Haverá neste episódio uma referência ao Deus/esposo que vai ao encontro do
povo/esposa infiel para lhe fazer descobrir o amor verdadeiro? Tudo indica que
sim (aliás, o profeta Oseias, o grande inventor desta imagem matrimonial para
representar a relação Deus/Povo, pregou aqui, na Samaria).

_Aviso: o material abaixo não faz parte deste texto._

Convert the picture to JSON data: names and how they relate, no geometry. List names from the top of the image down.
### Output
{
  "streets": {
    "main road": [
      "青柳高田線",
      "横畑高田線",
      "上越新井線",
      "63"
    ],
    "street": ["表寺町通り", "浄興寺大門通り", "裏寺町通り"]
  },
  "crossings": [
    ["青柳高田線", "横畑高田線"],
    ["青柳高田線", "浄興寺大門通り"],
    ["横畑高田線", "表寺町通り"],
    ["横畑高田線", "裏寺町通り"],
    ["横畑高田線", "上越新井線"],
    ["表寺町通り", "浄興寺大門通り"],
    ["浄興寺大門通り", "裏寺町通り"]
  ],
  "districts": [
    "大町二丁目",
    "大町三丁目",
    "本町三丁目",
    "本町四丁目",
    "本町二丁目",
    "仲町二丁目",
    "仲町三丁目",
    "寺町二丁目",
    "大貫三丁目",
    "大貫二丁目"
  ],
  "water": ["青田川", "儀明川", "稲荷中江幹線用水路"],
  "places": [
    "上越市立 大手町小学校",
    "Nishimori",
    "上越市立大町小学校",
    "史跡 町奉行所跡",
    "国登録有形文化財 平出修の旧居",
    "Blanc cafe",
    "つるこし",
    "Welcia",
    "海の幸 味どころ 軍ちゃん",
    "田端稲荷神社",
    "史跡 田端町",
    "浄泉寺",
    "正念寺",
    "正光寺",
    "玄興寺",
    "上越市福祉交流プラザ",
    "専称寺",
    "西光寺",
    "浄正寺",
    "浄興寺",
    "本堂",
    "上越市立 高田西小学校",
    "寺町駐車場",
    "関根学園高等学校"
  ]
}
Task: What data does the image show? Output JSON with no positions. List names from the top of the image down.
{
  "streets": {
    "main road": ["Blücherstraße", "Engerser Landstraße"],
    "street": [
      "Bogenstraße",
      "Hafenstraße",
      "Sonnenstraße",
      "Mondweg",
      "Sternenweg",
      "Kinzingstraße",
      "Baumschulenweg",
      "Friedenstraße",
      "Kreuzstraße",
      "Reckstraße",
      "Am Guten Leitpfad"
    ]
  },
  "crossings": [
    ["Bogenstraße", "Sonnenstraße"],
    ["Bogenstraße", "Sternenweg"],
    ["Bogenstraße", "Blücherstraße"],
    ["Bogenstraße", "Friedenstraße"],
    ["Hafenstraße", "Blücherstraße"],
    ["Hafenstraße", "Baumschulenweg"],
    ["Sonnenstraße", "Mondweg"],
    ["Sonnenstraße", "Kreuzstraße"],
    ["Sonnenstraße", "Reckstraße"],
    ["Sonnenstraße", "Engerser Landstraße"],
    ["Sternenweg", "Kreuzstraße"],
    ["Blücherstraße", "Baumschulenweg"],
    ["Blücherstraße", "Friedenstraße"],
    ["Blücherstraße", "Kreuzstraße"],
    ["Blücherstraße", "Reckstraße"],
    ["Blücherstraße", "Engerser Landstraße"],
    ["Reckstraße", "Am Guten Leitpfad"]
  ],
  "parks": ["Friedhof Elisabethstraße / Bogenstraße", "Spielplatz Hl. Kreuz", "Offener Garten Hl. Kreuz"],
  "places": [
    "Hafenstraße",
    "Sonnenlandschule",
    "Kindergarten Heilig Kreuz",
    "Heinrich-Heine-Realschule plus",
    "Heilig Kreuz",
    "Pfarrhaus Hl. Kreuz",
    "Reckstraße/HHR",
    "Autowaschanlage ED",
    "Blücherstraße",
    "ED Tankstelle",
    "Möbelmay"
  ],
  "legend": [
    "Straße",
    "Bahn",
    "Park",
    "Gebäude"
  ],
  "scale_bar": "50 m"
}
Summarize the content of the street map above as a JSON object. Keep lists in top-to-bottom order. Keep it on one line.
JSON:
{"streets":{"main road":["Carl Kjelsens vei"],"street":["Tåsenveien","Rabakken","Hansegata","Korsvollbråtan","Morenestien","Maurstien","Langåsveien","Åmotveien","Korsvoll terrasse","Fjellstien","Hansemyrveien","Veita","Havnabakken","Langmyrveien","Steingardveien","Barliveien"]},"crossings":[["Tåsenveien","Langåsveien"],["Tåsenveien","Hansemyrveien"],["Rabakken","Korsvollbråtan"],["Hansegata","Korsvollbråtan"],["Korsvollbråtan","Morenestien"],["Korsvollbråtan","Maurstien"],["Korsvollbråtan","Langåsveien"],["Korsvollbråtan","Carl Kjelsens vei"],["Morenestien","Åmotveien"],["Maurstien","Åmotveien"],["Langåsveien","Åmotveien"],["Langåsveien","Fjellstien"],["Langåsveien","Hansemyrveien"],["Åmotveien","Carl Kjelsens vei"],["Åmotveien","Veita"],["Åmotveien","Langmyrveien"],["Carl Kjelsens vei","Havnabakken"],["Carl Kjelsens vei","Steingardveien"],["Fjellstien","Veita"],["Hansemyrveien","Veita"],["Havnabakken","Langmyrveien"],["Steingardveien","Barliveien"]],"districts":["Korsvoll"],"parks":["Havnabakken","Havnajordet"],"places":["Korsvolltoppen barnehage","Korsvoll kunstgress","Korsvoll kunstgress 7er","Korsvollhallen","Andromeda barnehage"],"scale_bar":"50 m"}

O “poço” representa a Lei, o sistema
religioso à volta do qual se consubstanciava a experiência religiosa dos
samaritanos. Era nesse “poço” que os samaritanos procuravam a água da vida
plena. No entanto: o “poço” da Lei correspondia à sede de vida daqueles que o
procuravam? Não. Os próprios samaritanos tinham reconhecido a insuficiência do
“poço” da Lei e haviam buscado a vida plena noutras propostas religiosas (por
isso, Jesus faz referência aos “cinco maridos” que a mulher já teve: há aqui,
provavelmente, uma alusão aos cinco deuses dos samaritanos de que se fala em 2
Re 17,29-41).
Estamos, pois, diante de um quadro que
representa a busca da vida plena. Onde encontrar essa vida? Na Lei? Noutros
deuses? A mulher/Samaria dá conta da falência dessas “ofertas” de vida: elas
podem “matar a sede” por curtos instantes; mas quem procura a resposta para a
sua realização plena nessas propostas voltará a ter sede. É aqui que entra a
novidade de Jesus. Ele senta-se “junto do poço”, como se pretendesse ocupar o
seu lugar; e propõe à mulher/Samaria uma “água viva”, que matará
definitivamente a sua sede de vida eterna (vers. 10-14). Jesus passa a ser o
“novo poço”, onde todos os que têm sede de vida plena encontrarão resposta para
a sua sede.
Qual é a água que Jesus tem para oferecer? É
a “água do Espírito” que, no Evangelho de João, é o grande dom de Jesus. Na
conversa com Nicodemos, Jesus já havia avisado que “quem não nascer da água e
do Espírito não pode entrar no Reino de Deus” – Jo 3,5; e quando Jesus se
apresenta como a “água viva” que matará a sede do homem, João tem o cuidado de
explicar que Ele se referia ao Espírito, que iam receber aqueles que acreditassem
n’Ele (cf. Jo 7,37-39). Esse Espírito, uma vez acolhido no coração do homem,
transforma-o, renova-o e torna-o capaz de amar Deus e os outros. Como é que a
mulher/Samaria responde ao dom de Jesus? Inicialmente, ela fica confusa. Parece
disposta a remediar a situação de falência de felicidade que caracteriza a sua
vida, mas ainda não sabe bem como: essa vida plena que Jesus está a propor-lhe
significa que a Samaria deve abandonar a sua especificidade religiosa e ceder
às pretensões religiosas dos judeus, para quem o verdadeiro encontro com Deus
só pode acontecer no Templo de Jerusalém e na instituição religiosa judaica
(“nossos pais adoraram neste monte, mas vós dizeis que é em Jerusalém que se
deve adorar”)?
No entanto, Jesus nega que se trate de
escolher entre o caminho dos judeus e o caminho dos samaritanos. Não é no
Templo de pedra de Jerusalém ou no Templo de pedra do monte Garizim que Deus
está… O que se trata é de acolher a novidade do próprio Jesus, aderir a Ele e
aceitar a sua proposta de vida (isto é, aceitar o Espírito que Ele quer
comunicar a todos os homens). Dessa forma – e só dessa forma – desaparecerá a
barreira de inimizade que separa os povos – judeus e samaritanos. A única coisa
que passa a contar é a vida do Espírito que encherá o coração de todos, que a
todos ensinará o amor a Deus e aos outros e que fará de todos – sem distinção
de raças ou de perspectivas religiosas – uma família de irmãos.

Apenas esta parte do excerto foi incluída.